Analiz

Rusya-Ukrayna Savaşında “Unutulan Müzakere Masası”: İstanbul’da Masa Tekrar Kurulacak mı?

Rusya-Ukrayna savaşında ortaya çıkan seçenekler, ya müzakere/barış masasının yeniden kurulması ya da çatışmaların coğrafi ve stratejik olarak genişlemesi yönünde belirginleşmektedir.
ABD ve Rusya, Alaska Zirvesi sonrasında sürecin yönünü tayin edecek temel aktörler olarak öne çıkmaktadır.
Türkiye, İstanbul’da gerçekleştirilecek üçüncü tur müzakereler için hazırdır; barış masası mevcut konumunu korumaktadır.

Paylaş

Bu yazı şu dillerde de mevcuttur: English Русский

Rusya-Ukrayna Savaşı ve bu bağlamda müzakere süreci her ne kadar başta Gazze/Filistin-İsrail ve Suriye meseleleri ağırlıklı olmak üzere, Orta Doğu’daki gelişmelerin gölgesinde kalsa da, Rusya-Avrupa ve NATO bağlamında devam eden karşılıklı atışmalar ve iddialar tüm dikkatleri bir kez daha müzakere masasına yöneltmiş durumda. Aksi takdirde bu savaş üzerinden Rusya’nın Batı ve Güney sınırları bağlamında, özellikle de Kuzey Ülkeleri-Baltıklar-Karadeniz-Kafkasya hattındaki krizlerin daha da genişlemesi ve derinleşmesi kaçınılmaz görülüyor.  Bu da söz konusu krizin devamını isteyen “savaş lobisi”nin tam da arzu ettiği yeni jeopolitik ortama işaret ediyor.

Açıkçası Rusya da bunun farkında. Nitekim Sputnik’te yer alan son haberlerden birinde aynen şu ifadelere yer veriliyor: “Rusya Dış İstihbarat Servisi (SVR), İngiltere yönetiminin Rusya’ya stratejik yenilgi yaşatma yönündeki uzun süredir devam eden çabalarının başarısızlığa uğramasından öfke duyduğu ve yeni bir provokasyon hazırlığı içinde.”[i]

Dolayısıyla karşımızda iki olasılık söz konusu; ya müzakere/barış masası kurulacak ya da savaşın coğrafyası daha da genişleyecek, derinleşecek.

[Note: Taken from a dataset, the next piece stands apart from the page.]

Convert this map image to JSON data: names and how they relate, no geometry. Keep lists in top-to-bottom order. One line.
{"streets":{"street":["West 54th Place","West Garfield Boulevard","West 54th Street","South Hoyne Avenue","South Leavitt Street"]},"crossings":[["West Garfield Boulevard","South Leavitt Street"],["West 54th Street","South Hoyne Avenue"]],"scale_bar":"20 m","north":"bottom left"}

Mevcut şartlar altında tüm dünya üçüncü yılını bitirmeye doğru koşar adım giden Rusya-Ukrayna Savaşı’nda barışa dönük umutlarını büyük ölçüde yitirmiş vaziyette. Ve bunun en büyük sebebi de gerek savaş gerekse de barış noktasında Rusya ve Ukrayna ikilisinin inisiyatifini kaybetmiş olması. 

Daha da ötesi, savaştan büyük ölçüde etkilenen ve kendi sınırlarına içinde “Rus tankları” görme endişesini her an daha şiddetli bir şekilde hissetmeye başlayan Avrupa Birliği (AB) de bu noktada etkisiz eleman pozisyonunda. İngiltere’nin durumu ise, daha farklı. O, bir kez daha “dengenin dengeleyicisi” arayışı içinde ve bu bağlamda bu kriz/savaş onun açısından büyük bir fırsat olarak görülüyor.

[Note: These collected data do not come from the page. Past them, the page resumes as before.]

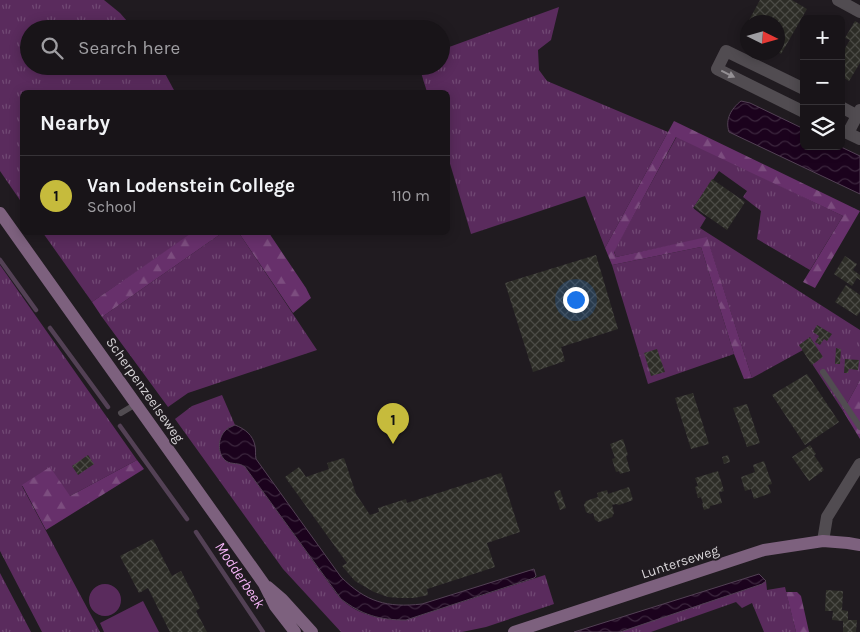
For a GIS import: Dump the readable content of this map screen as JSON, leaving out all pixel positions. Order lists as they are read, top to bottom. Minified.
{"streets":{"main road":["Scherpenzeelseweg","Lunterseweg"]},"water":["Modderbeek"],"north":"right","page":{"map_buttons":["+","−"],"search":"Search here","heading":"Nearby","list":[{"mark":"1","name":"Van Lodenstein College","note":"School","value":"110 m"}],"pins":"1"}}
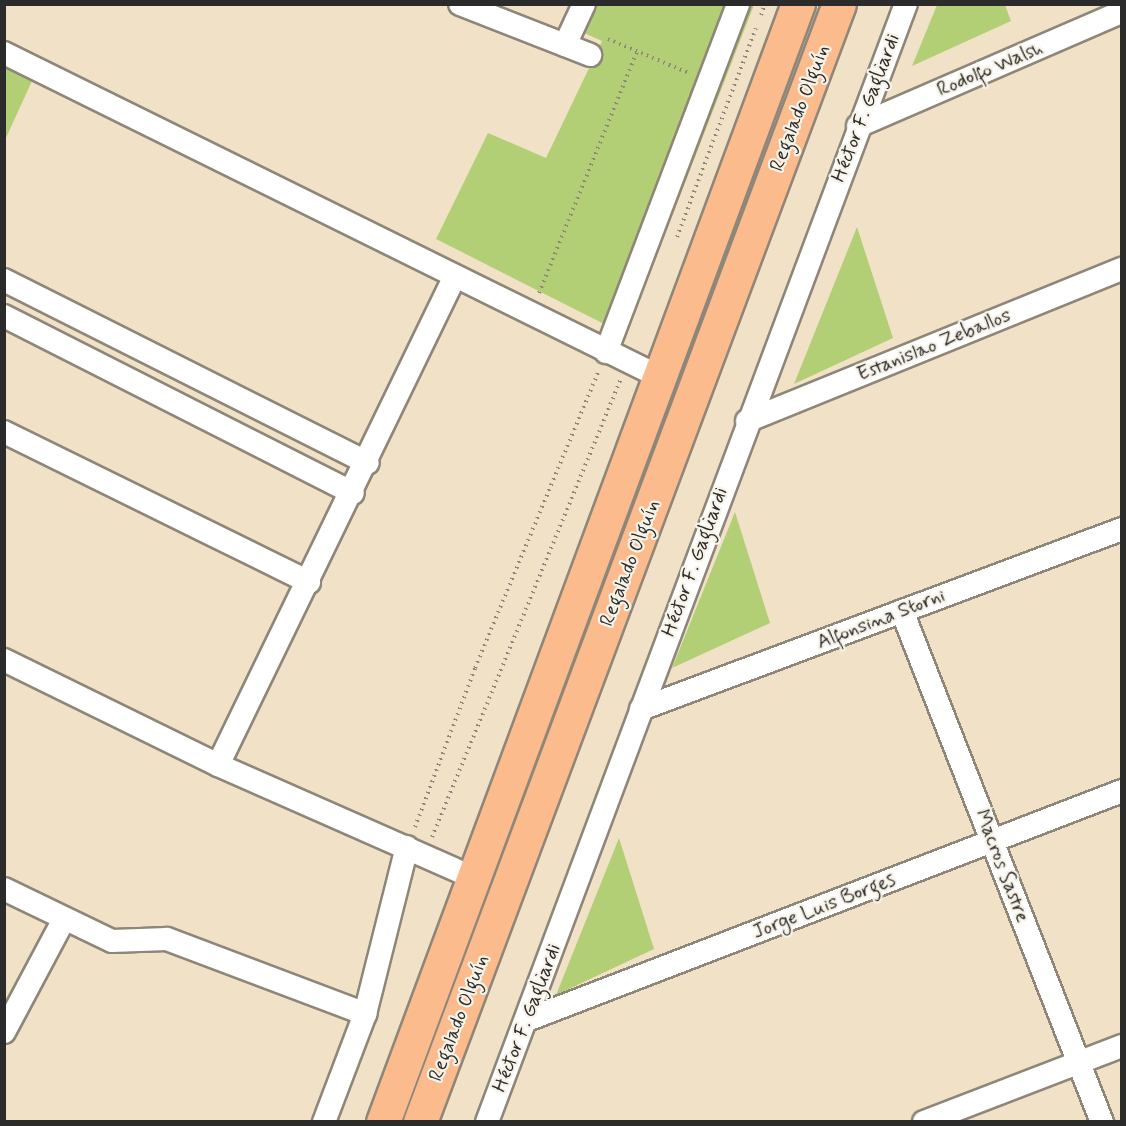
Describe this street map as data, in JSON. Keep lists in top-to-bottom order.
{
  "streets": {
    "main road": ["Regalado Olguín"],
    "street": [
      "Rodolfo Walsh",
      "Héctor F. Gagliardi",
      "Estanislao Zeballos",
      "Alfonsina Storni",
      "Macros Sastre",
      "Jorge Luis Borges"
    ]
  },
  "crossings": [
    ["Rodolfo Walsh", "Héctor F. Gagliardi"],
    ["Héctor F. Gagliardi", "Estanislao Zeballos"],
    ["Héctor F. Gagliardi", "Alfonsina Storni"],
    ["Héctor F. Gagliardi", "Jorge Luis Borges"],
    ["Alfonsina Storni", "Macros Sastre"],
    ["Macros Sastre", "Jorge Luis Borges"]
  ]
}
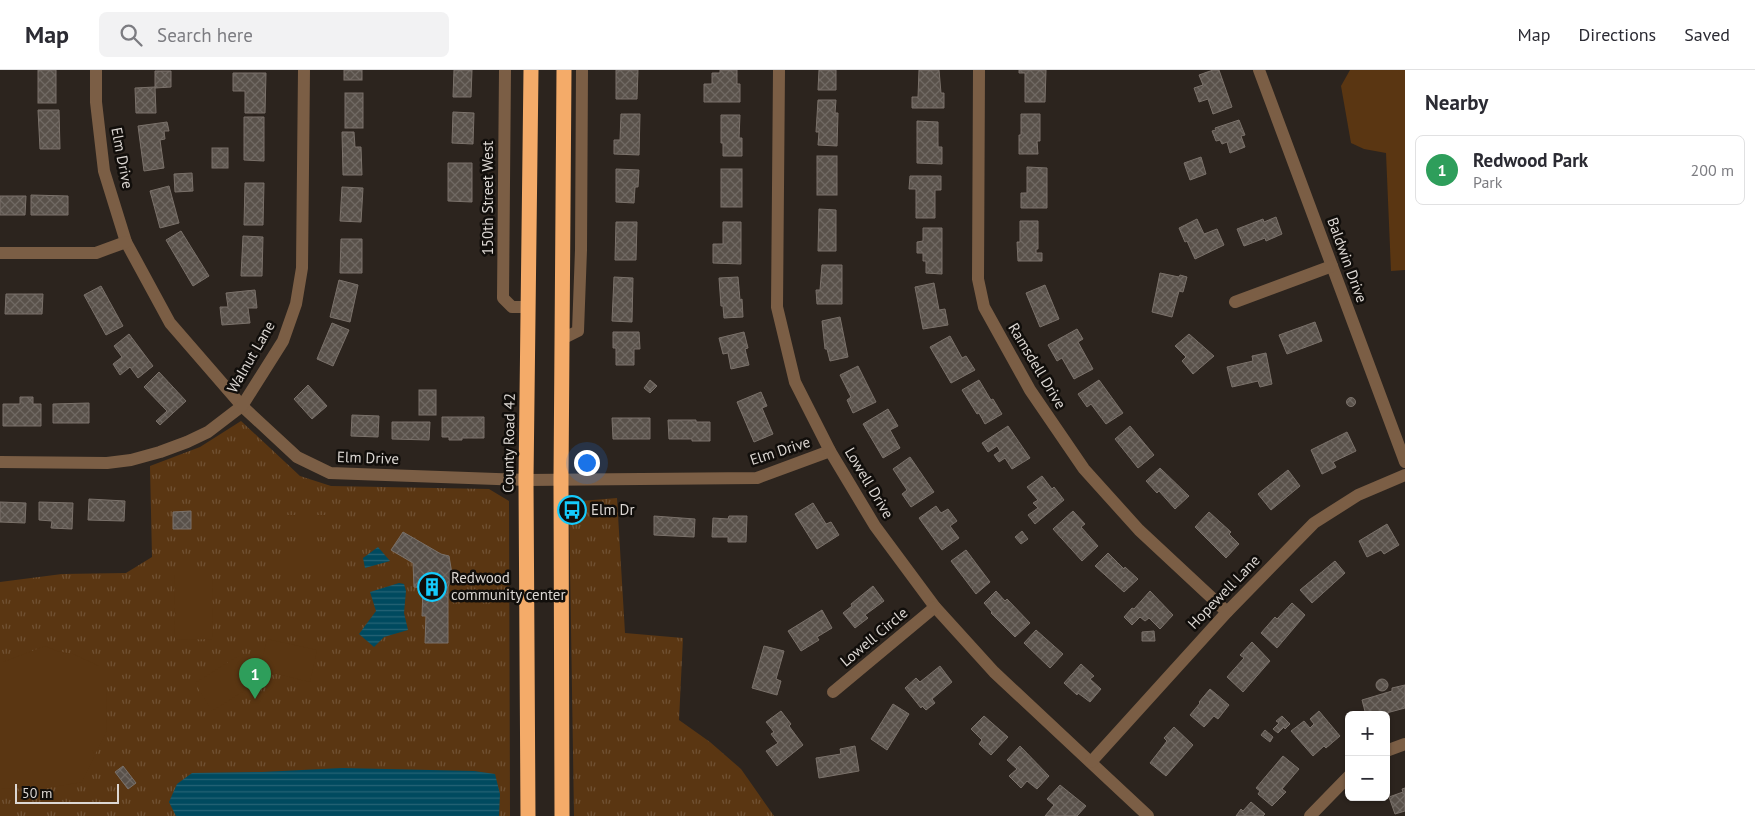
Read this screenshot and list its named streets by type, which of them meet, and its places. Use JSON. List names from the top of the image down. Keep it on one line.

Müzakere Sürecinde Alaska Zirvesi: “Tamam mı, Devam mı?”

Dolayısıyla bu düğümü ABD ve Rusya ikilisi çözebilir. Burada da iki yöntem söz konusu: Birincisi bu krizin öncelikle ABD-Rusya arasında normalleşmenin sağlanması ve ortaya çıkacak anlaşmaya/mutabakata bağlı olarak bu savaşın sona erdirilmesi. Burada, Trump’ın Rusya’yı ön plana çıkarttığı “Alaska Zirvesi”, devamı gelmeyen önemli bir başlangıç, kırılma noktası olarak ön plana çıkıyor.  İkincisi ise tekrar ilk modele dönüş. Bu da İstanbul ile özdeş müzakere süreci demek. Aynı zamanda Trump’ın Putin’e karşı elinde tuttuğu, Alaska öncesine dönmek ile eşdeğer. 

Rusya da elbet bunun farkında. Nitekim Kremlin’den yapılan açıklamalar da bunu teyit ediyor. Kremlin Sözcüsü Dmitriy Peskov 12 Eylül 2025 tarihinde yaptığı açıklamada; “Kanallar üzerinden müzakerecilerimizin iletişim kurma imkânı var. Ancak şimdilik, bir ara verildiğinden bahsetmenin daha doğru olacağı kanaatindeyiz”[ii] derken, daha sonraki günlerde Putin’in müzakerelere “açık” olduğunu ve bu sürecin ABD ile, özellikle de Başkan Trump’la iş birliği içinde devam etmesini umduklarını söylemişti.[iii]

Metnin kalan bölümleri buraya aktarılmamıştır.